Historical population
| Census | Pop. | Note | %± |
| 1910 | 514 |  | — |
| 1920 | 679 |  | 32.1% |
| 1930 | 567 |  | −16.5% |
| 1940 | 783 |  | 38.1% |
| 1950 | 854 |  | 9.1% |
| 1960 | 824 |  | −3.5% |
| 1970 | 717 |  | −13.0% |
| 1980 | 724 |  | 1.0% |
| 1990 | 692 |  | −4.4% |
| 2000 | 745 |  | 7.7% |
| 2010 | 708 |  | −5.0% |
| 2020 | 662 |  | −6.5% |
U.S. Decennial Census

===2010 census===
As of the census of 2010, there were 708 people, 315 households, and 195 families living in the town. The population density was 885.0 PD/sqmi. There were 347 housing units at an average density of 433.8 /sqmi. The racial makeup of the town was 95.5% White, 0.1% African American, 2.7% Native American, 0.3% Asian, 0.3% from other races, and 1.1% from two or more races. Hispanic or Latino of any race were 1.8% of the population.

There were 315 households, of which 24.8% had children under the age of 18 living with them, 46.3% were married couples living together, 9.5% had a female householder with no husband present, 6.0% had a male householder with no wife present, and 38.1% were non-families. 31.1% of all households were made up of individuals, and 14.6% had someone living alone who was 65 years of age or older. The average household size was 2.25 and the average family size was 2.84.

The median age in the town was 45.7 years. 22.2% of residents were under the age of 18; 5.4% were between the ages of 18 and 24; 21.6% were from 25 to 44; 29.9% were from 45 to 64; and 20.8% were 65 years of age or older. The gender makeup of the town was 48.2% male and 51.8% female.

===2000 census===
As of the census of 2000, there were 745 people, 313 households, and 200 families living in the town. The population density was 1,175.2 PD/sqmi. There were 345 housing units at an average density of 544.2 /sqmi. The racial makeup of the town was 98.12% White, 0.40% Native American, 0.13% from other races, and 1.34% from two or more races. Hispanic or Latino of any race were 3.62% of the population.

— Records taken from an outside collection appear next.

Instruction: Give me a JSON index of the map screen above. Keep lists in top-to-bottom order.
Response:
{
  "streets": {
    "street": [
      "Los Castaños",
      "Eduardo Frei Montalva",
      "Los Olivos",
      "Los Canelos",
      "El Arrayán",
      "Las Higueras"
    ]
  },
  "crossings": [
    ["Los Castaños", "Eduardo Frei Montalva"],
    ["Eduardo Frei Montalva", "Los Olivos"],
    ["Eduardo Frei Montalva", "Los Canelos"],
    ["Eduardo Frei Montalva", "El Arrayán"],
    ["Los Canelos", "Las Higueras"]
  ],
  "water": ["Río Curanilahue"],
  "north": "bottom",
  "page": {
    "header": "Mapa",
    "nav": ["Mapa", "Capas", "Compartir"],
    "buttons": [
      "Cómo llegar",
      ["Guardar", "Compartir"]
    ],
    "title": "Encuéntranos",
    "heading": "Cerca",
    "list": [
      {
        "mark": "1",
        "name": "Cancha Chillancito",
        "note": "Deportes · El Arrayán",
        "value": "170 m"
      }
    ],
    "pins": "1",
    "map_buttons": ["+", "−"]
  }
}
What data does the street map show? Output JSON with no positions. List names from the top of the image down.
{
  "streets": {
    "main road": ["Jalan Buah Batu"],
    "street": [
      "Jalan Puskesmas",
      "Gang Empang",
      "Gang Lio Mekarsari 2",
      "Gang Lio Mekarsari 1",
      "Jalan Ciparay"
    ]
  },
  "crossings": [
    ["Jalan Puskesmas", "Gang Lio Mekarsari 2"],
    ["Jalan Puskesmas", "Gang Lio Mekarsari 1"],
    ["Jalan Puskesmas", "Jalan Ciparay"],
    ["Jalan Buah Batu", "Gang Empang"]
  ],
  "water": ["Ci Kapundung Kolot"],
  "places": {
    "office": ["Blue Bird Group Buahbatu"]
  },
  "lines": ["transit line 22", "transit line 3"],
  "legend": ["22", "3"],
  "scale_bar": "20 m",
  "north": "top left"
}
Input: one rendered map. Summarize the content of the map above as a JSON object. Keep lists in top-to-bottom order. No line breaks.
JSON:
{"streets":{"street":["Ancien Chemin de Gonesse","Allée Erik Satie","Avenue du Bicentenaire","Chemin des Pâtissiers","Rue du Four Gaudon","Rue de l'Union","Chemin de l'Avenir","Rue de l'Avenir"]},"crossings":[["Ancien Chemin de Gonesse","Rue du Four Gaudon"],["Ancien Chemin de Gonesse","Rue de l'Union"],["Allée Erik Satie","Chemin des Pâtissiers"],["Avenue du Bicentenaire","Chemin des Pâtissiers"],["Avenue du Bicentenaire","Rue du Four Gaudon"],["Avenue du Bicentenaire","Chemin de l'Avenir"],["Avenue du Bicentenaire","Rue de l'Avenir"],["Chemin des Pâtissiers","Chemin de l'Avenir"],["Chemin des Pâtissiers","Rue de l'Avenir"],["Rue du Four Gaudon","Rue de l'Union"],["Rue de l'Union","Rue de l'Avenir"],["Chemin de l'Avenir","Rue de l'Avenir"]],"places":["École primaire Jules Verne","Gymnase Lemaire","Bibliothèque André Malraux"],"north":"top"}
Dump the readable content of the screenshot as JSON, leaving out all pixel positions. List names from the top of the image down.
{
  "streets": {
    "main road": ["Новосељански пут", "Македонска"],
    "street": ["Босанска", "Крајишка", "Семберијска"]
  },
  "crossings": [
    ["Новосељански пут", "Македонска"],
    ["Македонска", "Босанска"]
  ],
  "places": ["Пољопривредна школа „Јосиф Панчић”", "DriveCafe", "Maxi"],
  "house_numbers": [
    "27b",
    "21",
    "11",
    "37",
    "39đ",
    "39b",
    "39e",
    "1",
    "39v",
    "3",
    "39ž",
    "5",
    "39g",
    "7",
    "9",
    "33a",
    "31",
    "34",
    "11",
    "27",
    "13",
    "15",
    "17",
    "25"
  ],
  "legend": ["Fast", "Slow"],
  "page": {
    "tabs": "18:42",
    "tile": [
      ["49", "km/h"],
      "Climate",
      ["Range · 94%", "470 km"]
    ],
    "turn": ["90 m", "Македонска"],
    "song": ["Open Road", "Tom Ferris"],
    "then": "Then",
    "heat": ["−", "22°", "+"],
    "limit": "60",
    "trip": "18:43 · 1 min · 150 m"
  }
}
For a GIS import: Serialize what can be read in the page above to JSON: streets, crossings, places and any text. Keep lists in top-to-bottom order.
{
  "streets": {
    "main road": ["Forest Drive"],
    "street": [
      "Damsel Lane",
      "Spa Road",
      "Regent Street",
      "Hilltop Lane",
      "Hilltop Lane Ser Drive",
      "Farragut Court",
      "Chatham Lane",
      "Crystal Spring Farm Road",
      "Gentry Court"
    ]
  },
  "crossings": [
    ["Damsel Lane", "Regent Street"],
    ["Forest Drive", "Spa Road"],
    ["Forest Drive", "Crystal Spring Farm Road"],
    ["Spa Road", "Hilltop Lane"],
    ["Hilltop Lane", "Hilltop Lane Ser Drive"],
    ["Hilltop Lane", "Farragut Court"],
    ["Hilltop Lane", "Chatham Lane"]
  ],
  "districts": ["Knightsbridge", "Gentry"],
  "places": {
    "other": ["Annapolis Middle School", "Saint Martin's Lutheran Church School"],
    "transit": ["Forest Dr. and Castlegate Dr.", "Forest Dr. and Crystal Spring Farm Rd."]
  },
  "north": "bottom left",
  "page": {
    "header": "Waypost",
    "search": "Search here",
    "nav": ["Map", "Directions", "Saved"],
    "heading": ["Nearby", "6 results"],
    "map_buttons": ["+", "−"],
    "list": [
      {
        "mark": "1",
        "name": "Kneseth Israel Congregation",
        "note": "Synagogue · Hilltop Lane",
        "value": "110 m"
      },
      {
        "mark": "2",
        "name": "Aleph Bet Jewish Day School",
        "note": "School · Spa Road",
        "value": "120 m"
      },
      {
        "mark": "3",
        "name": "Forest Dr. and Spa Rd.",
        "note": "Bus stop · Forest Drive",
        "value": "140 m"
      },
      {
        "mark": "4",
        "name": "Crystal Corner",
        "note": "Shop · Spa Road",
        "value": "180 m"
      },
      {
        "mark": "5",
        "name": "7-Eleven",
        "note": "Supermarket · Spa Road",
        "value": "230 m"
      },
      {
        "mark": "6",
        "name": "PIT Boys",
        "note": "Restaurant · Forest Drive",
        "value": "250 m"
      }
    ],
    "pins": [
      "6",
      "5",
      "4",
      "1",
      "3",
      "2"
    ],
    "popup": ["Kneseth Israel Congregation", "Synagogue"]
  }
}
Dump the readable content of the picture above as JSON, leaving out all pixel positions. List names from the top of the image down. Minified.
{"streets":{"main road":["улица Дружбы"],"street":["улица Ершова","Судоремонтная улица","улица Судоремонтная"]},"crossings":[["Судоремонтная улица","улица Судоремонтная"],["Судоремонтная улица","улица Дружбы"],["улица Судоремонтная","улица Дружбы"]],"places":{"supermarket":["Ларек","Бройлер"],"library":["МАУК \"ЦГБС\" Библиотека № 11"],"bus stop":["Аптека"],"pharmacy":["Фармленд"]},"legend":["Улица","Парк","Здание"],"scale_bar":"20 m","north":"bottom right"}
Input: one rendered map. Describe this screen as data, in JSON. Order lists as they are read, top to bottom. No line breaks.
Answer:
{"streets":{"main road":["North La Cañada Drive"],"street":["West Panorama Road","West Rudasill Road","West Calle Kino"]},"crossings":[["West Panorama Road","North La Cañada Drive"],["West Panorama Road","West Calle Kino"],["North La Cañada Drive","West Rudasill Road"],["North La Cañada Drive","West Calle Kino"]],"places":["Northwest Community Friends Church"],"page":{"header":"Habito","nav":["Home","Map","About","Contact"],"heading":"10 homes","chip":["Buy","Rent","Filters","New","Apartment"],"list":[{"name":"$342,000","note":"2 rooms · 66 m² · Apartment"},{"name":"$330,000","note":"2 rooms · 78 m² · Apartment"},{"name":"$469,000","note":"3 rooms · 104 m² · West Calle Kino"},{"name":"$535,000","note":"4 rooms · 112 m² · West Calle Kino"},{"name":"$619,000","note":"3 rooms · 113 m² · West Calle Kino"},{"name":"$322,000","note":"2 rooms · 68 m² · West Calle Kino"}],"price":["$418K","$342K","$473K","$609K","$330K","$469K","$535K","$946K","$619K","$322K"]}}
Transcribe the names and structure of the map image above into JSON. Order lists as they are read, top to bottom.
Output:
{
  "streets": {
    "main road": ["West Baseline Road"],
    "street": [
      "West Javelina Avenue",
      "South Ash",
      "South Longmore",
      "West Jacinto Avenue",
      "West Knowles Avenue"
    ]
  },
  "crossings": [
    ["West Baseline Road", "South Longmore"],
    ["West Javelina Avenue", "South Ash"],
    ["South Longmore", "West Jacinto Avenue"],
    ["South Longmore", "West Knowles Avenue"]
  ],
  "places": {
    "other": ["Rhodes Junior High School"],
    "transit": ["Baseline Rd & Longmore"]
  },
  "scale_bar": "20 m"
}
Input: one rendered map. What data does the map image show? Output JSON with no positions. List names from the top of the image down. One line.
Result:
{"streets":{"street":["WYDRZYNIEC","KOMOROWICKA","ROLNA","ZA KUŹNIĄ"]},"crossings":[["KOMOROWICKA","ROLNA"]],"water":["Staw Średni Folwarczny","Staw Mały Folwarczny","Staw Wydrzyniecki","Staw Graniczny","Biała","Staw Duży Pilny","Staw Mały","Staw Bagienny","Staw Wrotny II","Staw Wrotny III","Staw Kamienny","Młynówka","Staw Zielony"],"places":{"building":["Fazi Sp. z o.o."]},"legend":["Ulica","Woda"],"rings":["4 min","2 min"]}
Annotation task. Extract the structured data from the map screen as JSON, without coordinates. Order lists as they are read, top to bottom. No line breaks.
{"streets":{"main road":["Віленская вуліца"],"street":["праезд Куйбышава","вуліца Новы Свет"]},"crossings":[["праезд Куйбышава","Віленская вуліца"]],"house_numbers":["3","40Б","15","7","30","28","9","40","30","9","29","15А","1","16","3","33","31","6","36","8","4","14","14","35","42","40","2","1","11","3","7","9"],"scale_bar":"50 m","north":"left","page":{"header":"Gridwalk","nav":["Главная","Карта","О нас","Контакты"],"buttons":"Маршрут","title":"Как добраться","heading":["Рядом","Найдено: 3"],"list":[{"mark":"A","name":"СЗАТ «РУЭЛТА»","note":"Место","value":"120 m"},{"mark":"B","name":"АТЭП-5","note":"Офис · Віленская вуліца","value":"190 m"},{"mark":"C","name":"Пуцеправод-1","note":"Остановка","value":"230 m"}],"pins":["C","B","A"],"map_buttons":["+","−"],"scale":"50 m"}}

There were 313 households, out of which 28.4% had children under the age of 18 living with them, 49.2% were married couples living together, 9.9% had a female householder with no husband present, and 36.1% were non-families. 31.9% of all households were made up of individuals, and 15.0% had someone living alone who was 65 years of age or older. The average household size was 2.36 and the average family size was 2.94.

In the town, the population was spread out, with 27.5% under the age of 18, 7.9% from 18 to 24, 24.0% from 25 to 44, 23.2% from 45 to 64, and 17.3% who were 65 years of age or older. The median age was 40 years. For every 100 females, there were 97.6 males. For every 100 females age 18 and over, there were 92.2 males.

The median income for a household in the town was $26,103, and the median income for a family was $32,981. Males had a median income of $24,063 versus $18,929 for females. The per capita income for the town was $17,060. About 10.7% of families and 16.2% of the population were below the poverty line, including 21.8% of those under age 18 and 10.4% of those age 65 or over.

==Government==
Bridger has a mayor and four city councilors. Clifford Shultz was elected mayor in November 2025. He replaced Mark DeRudder who did not run for re-election.

==Education==
Bridger Public Schools provides education from kindergarten through 12th grade. They are known as the Scouts. Bridger High School is a Class C school.

Bridger Public Library serves the town.

==Infrastructure==
Bridger Municipal Airport 6S1 a small towerless general aviation airport that serves the Bridger area. The nearest commercial airport is Billings Logan International Airport.

==Notable person==
- David Thatcher, a Staff Sergeant in the United States Air Force and the last survivor of the crew of the "Ruptured Duck" during the Doolittle Raid, was born in Bridger.